Freakonomics readers know that a baby’s name reveals more about its parents than about the baby. That’s also true of naval ships. The Christian Science Monitor reports that China’s online community has taken a strong interest in naming the country’s first aircraft carrier — if it ever gets built. The most favored name? Mao Zedong. China’s state newspaper approved, with one caveat: if an aircraft carrier named after Mao is damaged in battle, “it might hurt ordinary people’s feelings.” That’s not a bad point. Even your hard-hearted blog team winced a little at the trailer for Roland Emmerich‘s apocalyptic film 2012: the preview ends with the aircraft carrier John F. Kennedy surfing a tidal wave directly into the White House. [%comments]


I really wish the English language service of Xinhua and other English press would stop using language about "hurt feelings." It sounds ridiculous in English, and perhaps a bit odd in Chinese ("shanghai zhongguo renmin de ganqing" is the usual phrase), but what they mean is something like an affront to national sensibilities.

I wonder if it's not just the bureaucratic momentum of this set translation that is holding Xinhua and the rest of us back from translating this more naturally.

--Language student in Beijing

Joe M. Ama

Bujiandeba, Graham:

Firstly, based on my experience in China, a good number of citizens would, in fact, have their feelings hurt if a boat named after Mao was damaged.

Secondly, just because something sounds ridiculous doesn't mean it's a bad translation. Assuming that your citing of xinhua's chinese is accurate:
"shanghai" means "hurt"
"Zhongguo renmin" means "chinese people"
"ganqing" means "feeling"

"Hurt feelings" may be guilty of sounding ridiculous, but it follows the putonghua as close as a translation can. "Affront to national sensibilities," however, is guilty of sacrificing brevity AND accuracy for the sake of trying to make the way that people express themselves in Chinese not sound ridiculous.


For many Chinese aircraft is a symbol of strength and national pride, beyond a military object, let alone maybe even a white elephant for tax payers.

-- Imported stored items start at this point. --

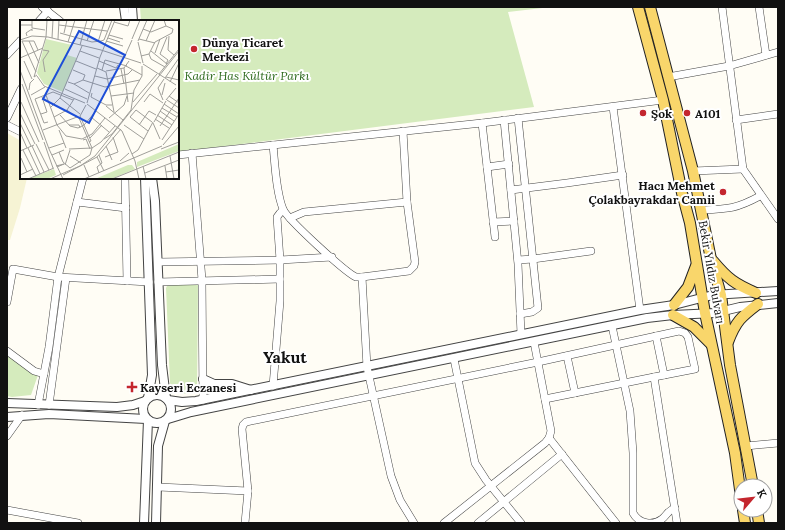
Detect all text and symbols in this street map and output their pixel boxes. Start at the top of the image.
inset map [20,20,179,179]
place label: Dünya Ticaret Merkezi [202,35,284,64]
marker: Dünya Ticaret Merkezi [189,44,199,54]
park label: Kadir Has Kültür Parkı [185,68,310,83]
place label: Şok [651,106,672,121]
place label: A101 [695,106,721,121]
marker: Şok [638,108,648,118]
marker: A101 [682,108,692,118]
place label: Hacı Mehmet Çolakbayrakdar Camii [589,178,716,208]
marker: Hacı Mehmet Çolakbayrakdar Camii [718,187,728,197]
street label: Bekir Yıldız Bulvarı [696,219,728,325]
district label: Yakut [263,347,307,367]
place label: Kayseri Eczanesi [140,380,236,395]
marker: Kayseri Eczanesi [127,382,137,392]
north arrow [733,478,773,518]
text: K [754,487,770,500]

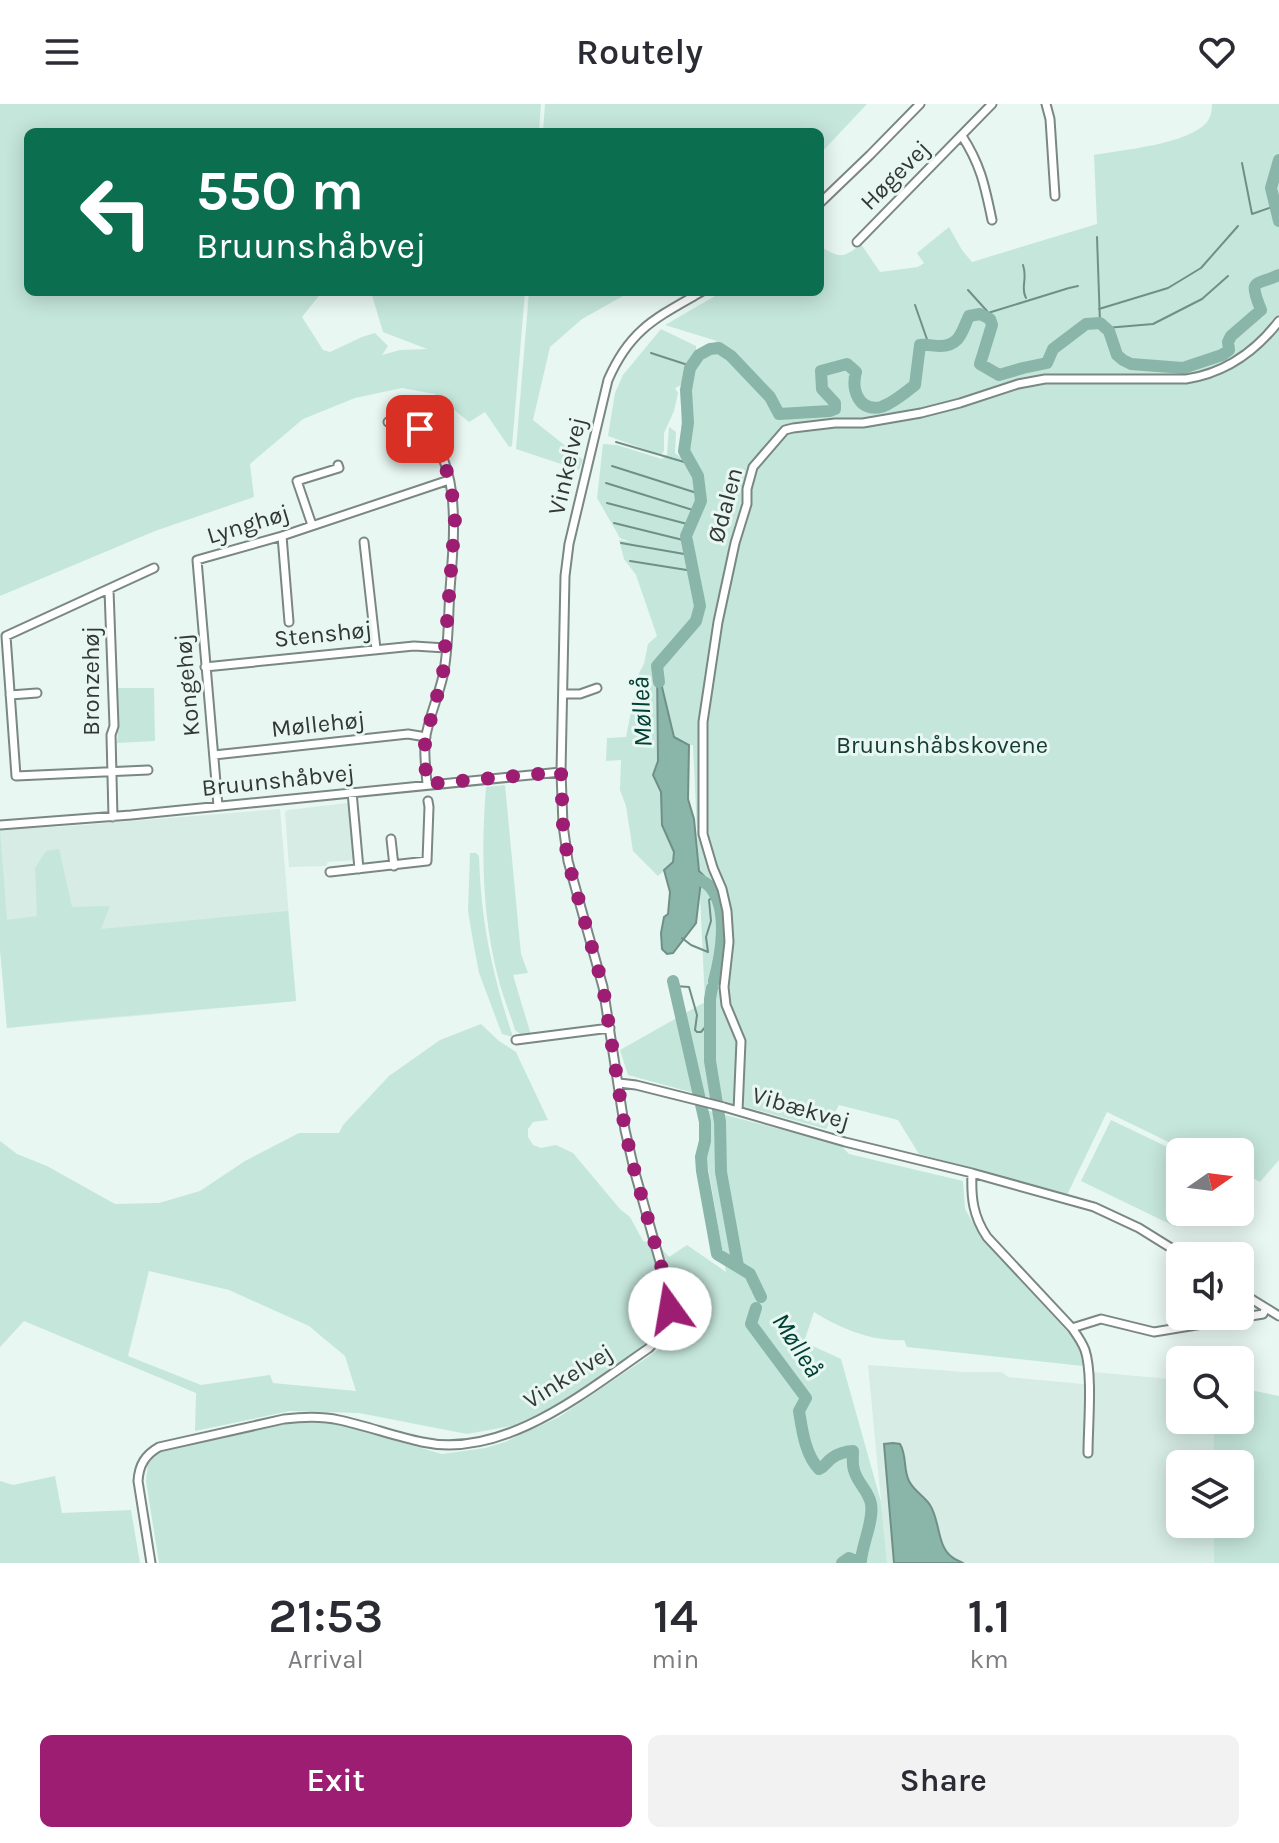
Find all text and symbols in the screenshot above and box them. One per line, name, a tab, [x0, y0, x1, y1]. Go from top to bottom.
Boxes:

Zealots in nationalism are disastrous for any regime providing nothing but temporary distraction.

Robert Garcia

ganqing means "feelings", but also multiple other meanings. The meaning intended in the above phrase is not "feelings".


The aircraft carrier John F Kennedy will be out of mothballs at the Philadelphia Naval Yard by 2012? Or will it surf a tidal wave clear across Delaware and the Chesapeake Bay to the White House?

Yankee Scribble

Reminds me of the story from WWII... the German High Command renaming the battle cruiser Deutschland to Lutzow, because they feared the negative effect on public morale if the ship was sunk.

I wonder if this is a cultural characteristic. I can only image the American public becoming more resolute if the America was damaged or sunk. Commenter Keith will probably note that the USS America, also an aircraft carrier, was scrapped in Philadelphia Navy Yard about ten years ago.


When there's just one aircraft carrier in a fleet, national pride will be hurt if it is damaged--regardless of the name.

The same folks that care about the name of an aircraft carrier are precisely the folks that want a robust, masculine name.

The US named their WWII submarines after fish which did not limit their effectiveness. Subs with fearsome names like Tang, Wahoo, Albacore, and Cod sank the majority of all Japanese shipping in the Pacific during the war.

Jeff Thompson

Maybe we can sell China some of our excess military machinery. Despite the name of our Defense Department, we've been using it offensively for far too long, while consistently spending 1/3 of our budget on the DOD.

Even with all of our military might, I recall that on 9/11 that it was hard for the US to scrape up a few fighter jets to defend against an ACTUAL attack on the country.

1/3 of the entire budget, even in peacetime! We could give a first-class education to all of our citizens on a fraction of that, and base our economy on useful innovation, rather than financial shenanigans. That's real national security!